I dream in early darkness of a wild 

earth, a land alive, a lithic hand to 

hold my wild soul, sylvan pools that sing

of pregnant passion, maiden's blush of rose 

in meadow bare upon the morning's breast.

 

Waking in the woodland glade I watch them, 

watch the living, furred and flying, growing, 

walking, soaring, stalking--watch and wonder 

willingly, while willing You to whisper; 

waiting for a word of reason, for cause,

 

for season, what would be the start or end, 

between works of creation and of men.

Drinking in the dawn's breath I embrace them;

Unlike Adam, I refuse to name them.

ELEGY FOR THE TREES

"Cindy Ellen Hill, poet, invites the reader into her forest of trees, closely observed. Her knowledgeable play with sonnet form and theme causes them to intertwine magically, compellingly, to lead through a gathering of portraits of individual trees and threatened tree species.
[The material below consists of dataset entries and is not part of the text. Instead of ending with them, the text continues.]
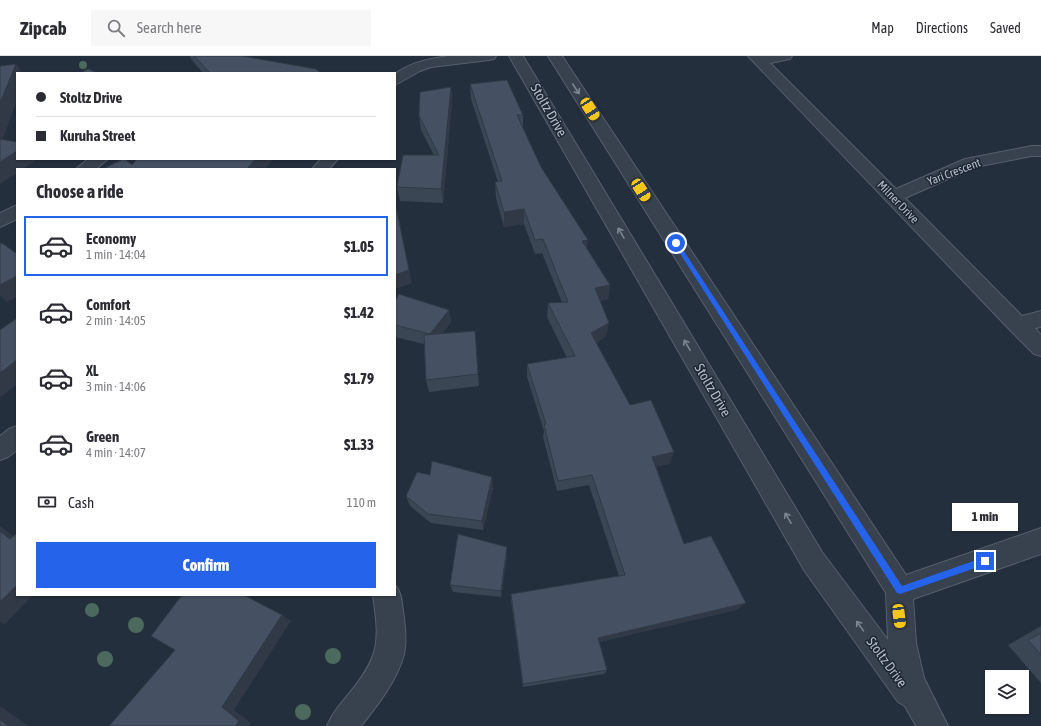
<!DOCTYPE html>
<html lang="en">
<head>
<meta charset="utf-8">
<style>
	:root { --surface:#fff; --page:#f7f7f7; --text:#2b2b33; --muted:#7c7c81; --line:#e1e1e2; --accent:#2563eb }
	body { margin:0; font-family:"Asap Condensed",sans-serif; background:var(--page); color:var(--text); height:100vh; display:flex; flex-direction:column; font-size:15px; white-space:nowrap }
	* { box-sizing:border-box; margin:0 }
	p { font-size:13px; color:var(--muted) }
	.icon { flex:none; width:22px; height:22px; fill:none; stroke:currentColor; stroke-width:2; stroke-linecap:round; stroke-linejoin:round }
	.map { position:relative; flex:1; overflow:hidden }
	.side { position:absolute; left:16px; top:112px; width:380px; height:428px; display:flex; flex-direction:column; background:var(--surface); border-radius:0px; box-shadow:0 1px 3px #0004 }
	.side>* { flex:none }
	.top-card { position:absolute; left:16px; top:16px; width:380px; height:88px; border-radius:0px; box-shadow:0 1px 3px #0004; display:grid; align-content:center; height:88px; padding:0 20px; background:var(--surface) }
	.fabs { position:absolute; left:985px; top:614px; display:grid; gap:8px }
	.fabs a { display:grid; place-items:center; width:44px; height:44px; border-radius:0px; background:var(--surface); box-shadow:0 1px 3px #0004; font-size:20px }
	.end { position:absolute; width:18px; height:18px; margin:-9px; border:5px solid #2563eb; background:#fff; box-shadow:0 0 0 2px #fff }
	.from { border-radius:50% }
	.bubble { position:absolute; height:28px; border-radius:0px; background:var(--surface); box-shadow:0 1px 3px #0004; font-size:13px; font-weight:800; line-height:28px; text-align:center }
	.car { position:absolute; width:12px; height:24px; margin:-12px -6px; border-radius:5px; box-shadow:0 0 3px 1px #0007; background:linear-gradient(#f5c518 24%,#345 0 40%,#f5c518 0 76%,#345 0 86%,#f5c518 0) }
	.top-card b { display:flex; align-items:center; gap:14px; height:38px; font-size:15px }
	.top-card b+b { border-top:1px solid var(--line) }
	.top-card i { width:10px; height:10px; background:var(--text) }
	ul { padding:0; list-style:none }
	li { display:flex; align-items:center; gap:12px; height:60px; margin:0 8px 6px; padding:0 12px; border:2px solid transparent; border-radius:0px }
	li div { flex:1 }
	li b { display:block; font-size:15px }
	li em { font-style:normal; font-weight:800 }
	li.active { border-color:var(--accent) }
	li>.icon { width:36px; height:36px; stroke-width:1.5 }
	h2 { padding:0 20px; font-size:18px; line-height:48px }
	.pay { display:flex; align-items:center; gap:10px; height:44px; padding:0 20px; font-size:15px }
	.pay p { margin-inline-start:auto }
	.primary-button { display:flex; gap:8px; margin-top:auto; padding:8px 20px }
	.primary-button a { flex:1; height:46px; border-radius:0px; background:var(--accent); color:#fff; font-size:16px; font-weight:800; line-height:46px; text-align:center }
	header { display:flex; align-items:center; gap:24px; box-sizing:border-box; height:56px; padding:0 20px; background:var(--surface); border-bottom:1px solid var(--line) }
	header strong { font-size:19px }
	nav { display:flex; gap:22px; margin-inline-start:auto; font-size:14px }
	.search { width:280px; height:36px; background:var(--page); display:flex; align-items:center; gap:10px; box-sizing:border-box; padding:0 14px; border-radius:0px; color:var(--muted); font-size:15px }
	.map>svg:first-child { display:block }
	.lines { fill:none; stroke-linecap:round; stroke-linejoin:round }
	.street-casing { stroke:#565f6c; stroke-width:2 }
	.street { fill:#38414e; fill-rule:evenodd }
	.tree { fill:#4b6a5d }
	.wall { fill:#3b4654 }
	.shaded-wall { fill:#303945 }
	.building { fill:#455162; stroke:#303945 }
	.oneway { stroke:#7c8592 }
	.route { fill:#2563eb }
	.labels { text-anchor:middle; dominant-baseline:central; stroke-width:3; stroke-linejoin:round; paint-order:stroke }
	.far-street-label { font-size:12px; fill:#b4bcc9; stroke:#1d2633 }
	.street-label { font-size:14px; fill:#b4bcc9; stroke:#1d2633 }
</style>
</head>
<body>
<header>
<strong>Zipcab</strong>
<div class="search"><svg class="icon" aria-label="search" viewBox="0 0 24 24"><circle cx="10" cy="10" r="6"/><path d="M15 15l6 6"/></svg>Search here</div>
<nav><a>Map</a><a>Directions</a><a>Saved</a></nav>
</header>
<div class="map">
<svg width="1041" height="670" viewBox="0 0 1041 670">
	<rect width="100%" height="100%" fill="#242f3e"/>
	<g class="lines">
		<g class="street-casing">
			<g id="street">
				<path d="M448 0H496L494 3 489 4 431 11 420 15 395 29V18C410 6 430 3 448 0Z"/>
				<path d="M509 0H523L822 496 888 584 886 537 548 0H562L906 519 1041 472V498L913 543 916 587 924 622 948 670H916L905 650 898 646 804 514Z"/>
				<path d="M748 0H792L790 3 770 7 896 133 965 103 1032 90H1041V100H1032L975 111 905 142 1022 260 1041 255V271L1035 272 1041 279V300L1034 298 1011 275Z"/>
				<path d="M88 103H108L96 113H76Z"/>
				<path d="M321 103H338L329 113H312Z"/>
				<path d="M17 149V163L0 171V157Z"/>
				<path d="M17 370V394L8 401 0 404V380L9 373Z"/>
				<path d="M395 529C401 535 402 546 403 555 405 568 407 585 404 598 398 623 377 650 361 670H327C333 656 342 646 352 634 381 598 379 583 373 539H395Z"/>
			</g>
		</g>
		<use href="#street" class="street"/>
	</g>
	<g class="tree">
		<circle cx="83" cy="9" r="4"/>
		<circle cx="92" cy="554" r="7"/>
		<circle cx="136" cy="569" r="8"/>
		<circle cx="333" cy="600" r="8"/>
		<circle cx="105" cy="603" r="8"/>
		<circle cx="303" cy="656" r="8"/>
	</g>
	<g class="wall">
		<path d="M190 0H194L321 17H203L191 3Z"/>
		<path d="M470 28 523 59V73L541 111 587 192 610 229 608 243 600 245 606 280 596 287 630 349 674 396 669 408 656 410 684 488 746 547 736 554 599 586 607 614 604 618 523 631 511 545V538L619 520 589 429 557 435 543 381 544 375 527 321V308L567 302 547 261 548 247 562 246 542 197 535 198 524 168 504 171 496 142 495 126H498L471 43Z"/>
		<path d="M451 31 452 45 443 147 400 145 397 131 434 99 421 74 419 60Z"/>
		<path d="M395 245 449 254 451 266 443 277 476 287 479 330 429 336 426 324 424 288 395 281Z"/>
		<path d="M493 431 483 474 431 467 410 450 406 440Z"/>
		<path d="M507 491V499L501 541 453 536 450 529Z"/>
		<path d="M1041 570V627L1008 589Z"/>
	</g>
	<g class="shaded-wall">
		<path d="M16 8 22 17H17V45L2 85 0 86V47Z"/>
		<path d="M451 31 452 45 443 147 441 133Z"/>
		<path d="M17 95V103H38L23 113H17V117L0 128V106Z"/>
		<path d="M255 103H273L265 113H247Z"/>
		<path d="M395 146 412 227 395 233Z"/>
		<path d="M524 153V168L504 171V156Z"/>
		<path d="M588 184 586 198 582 185Z"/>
		<path d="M17 220V241L7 246 0 239V229Z"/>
		<path d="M610 229 608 243 593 246 595 232Z"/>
		<path d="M449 254 451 266 433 291 430 278Z"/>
		<path d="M609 267 606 280 589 291 591 277Z"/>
		<path d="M17 304V328L0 342V317Z"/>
		<path d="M674 396 669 408 647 412 652 401Z"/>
		<path d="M492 421 493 431 483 474 482 465Z"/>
		<path d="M0 470 17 483H10L0 475Z"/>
		<path d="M507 491V499L501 541V535Z"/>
		<path d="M17 529V539H33L5 568 0 566V546Z"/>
		<path d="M746 547 736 554 595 587 598 582Z"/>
		<path d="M282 559 291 565 234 654 251 667 249 670H236L222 651Z"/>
		<path d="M0 651H2L28 670H9L0 664Z"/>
	</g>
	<g class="building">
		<path d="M194 0H242L316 13 321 17H210Z"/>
		<path d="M16 8 0 47V10Z"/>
		<path d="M88 13 98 17H80Z"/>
		<path d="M507 24 523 59H517L541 111 588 184 582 185 610 229 595 232 609 267 591 277 630 349 651 344 674 396 652 401 684 488 711 480 746 547 598 582 607 614 523 628 511 538 625 519 592 419 558 425 544 369 546 368 527 308 575 300 548 247 568 246 543 183 535 184 524 153 504 156 495 126 502 125 470 28Z"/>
		<path d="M451 31 441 133 397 131 403 99H439L419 60 420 36Z"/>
		<path d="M0 83 17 86V95L0 106Z"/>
		<path d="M123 103H125L132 109 137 103H255L247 113H103Z"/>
		<path d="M395 146 409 214 395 219Z"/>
		<path d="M2 187 17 198V220L0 229V188Z"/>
		<path d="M399 238 449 254 430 278 395 269V245Z"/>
		<path d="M17 262V304L0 317V274Z"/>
		<path d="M475 275 478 318 426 324 424 279Z"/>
		<path d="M432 405 492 421 482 465 428 458 406 440 417 416 430 419Z"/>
		<path d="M0 475 10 483 17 477V529L0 546Z"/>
		<path d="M458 478 507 491 501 535 450 529Z"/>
		<path d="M182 539H244L282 559 222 651 239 665 236 670H109L175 594 151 580Z"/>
		<path d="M1041 577V599L1028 584Z"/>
		<path d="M0 664 9 670H0Z"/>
	</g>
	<defs><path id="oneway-shaft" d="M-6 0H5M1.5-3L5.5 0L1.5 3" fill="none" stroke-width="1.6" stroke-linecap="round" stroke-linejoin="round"/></defs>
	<g class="oneway">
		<use href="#oneway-shaft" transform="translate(576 33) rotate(57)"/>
		<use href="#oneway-shaft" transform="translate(621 177) rotate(-120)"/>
		<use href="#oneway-shaft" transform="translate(687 289) rotate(-120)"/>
		<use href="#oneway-shaft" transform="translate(788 462) rotate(-120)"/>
		<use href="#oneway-shaft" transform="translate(860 570) rotate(-126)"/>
	</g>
	<path class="route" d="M674 186H678L902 530 985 501 988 505 987 508 900 538 897 537 674 188Z"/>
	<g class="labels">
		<g class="far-street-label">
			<text transform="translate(954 116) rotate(-21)">Yari Crescent</text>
			<text transform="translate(898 146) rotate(46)">Milner Drive</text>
		</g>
		<g class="street-label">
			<text transform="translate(549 54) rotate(60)">Stoltz Drive</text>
			<text transform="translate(713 334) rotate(60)">Stoltz Drive</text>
			<text transform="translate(887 606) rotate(54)">Stoltz Drive</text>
		</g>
	</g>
</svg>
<div class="fabs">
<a><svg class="icon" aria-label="layers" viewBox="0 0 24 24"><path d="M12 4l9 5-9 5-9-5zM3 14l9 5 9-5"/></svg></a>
</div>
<i class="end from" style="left:676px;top:187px"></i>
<i class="end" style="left:985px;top:505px"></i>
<div class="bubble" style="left:952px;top:447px;width:66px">1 min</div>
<i class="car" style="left:590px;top:53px;rotate:147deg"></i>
<i class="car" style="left:641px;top:134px;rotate:147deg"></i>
<i class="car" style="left:899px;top:560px;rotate:173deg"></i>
<div class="top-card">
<b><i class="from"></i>Stoltz Drive</b>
<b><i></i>Kuruha Street</b>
</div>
<section class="side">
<h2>Choose a ride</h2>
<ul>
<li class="active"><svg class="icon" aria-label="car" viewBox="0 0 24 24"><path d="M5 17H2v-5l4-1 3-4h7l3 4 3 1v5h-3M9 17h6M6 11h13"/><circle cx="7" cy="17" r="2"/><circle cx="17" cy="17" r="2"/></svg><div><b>Economy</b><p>1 min · 14:04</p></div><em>$1.05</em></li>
<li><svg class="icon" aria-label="car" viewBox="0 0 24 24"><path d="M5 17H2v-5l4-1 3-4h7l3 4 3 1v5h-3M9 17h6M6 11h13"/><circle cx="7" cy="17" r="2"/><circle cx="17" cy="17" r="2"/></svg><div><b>Comfort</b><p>2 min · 14:05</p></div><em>$1.42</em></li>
<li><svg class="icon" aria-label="car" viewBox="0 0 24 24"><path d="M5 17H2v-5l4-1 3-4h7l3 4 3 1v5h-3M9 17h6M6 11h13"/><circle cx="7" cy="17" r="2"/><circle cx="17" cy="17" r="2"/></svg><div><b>XL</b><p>3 min · 14:06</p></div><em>$1.79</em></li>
<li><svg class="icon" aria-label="car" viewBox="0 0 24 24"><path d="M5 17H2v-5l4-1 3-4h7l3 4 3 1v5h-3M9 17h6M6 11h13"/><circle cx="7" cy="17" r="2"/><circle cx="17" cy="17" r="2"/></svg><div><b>Green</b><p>4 min · 14:07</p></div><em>$1.33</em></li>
</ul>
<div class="pay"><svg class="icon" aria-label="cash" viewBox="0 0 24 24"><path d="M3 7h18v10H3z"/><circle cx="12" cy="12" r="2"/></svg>Cash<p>110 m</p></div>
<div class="primary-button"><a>Confirm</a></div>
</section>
</div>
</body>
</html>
Her collection of poems, beginning to end, is a gift."

—Kathleen McKinley Harris, author of Earth Striders

I Sing in Witness

 

I sing now the death of trees. I sing now, 

loudly and longly, reaching and hollow.

I sing swaying grey rainfall of sorrow.

I sing each fallen limb, each snapping bough.

Boles smoulder into ash. I smudge my brow,

mark this grove of memory as hallowed.

Forests, like abandoned fields, lay fallow,

empty. I sing in witness, I avow

 

to voice moss in their tender cushioned mounds,

to urge mushrooms through ghostly tangled roots,

to hold aloft the grape and trumpet vine,

to cry aloud sage-rough shield-lichen rounds,

shout dappled shade across blackberry shoots.

Whose voice will sing for trees, if not for mine.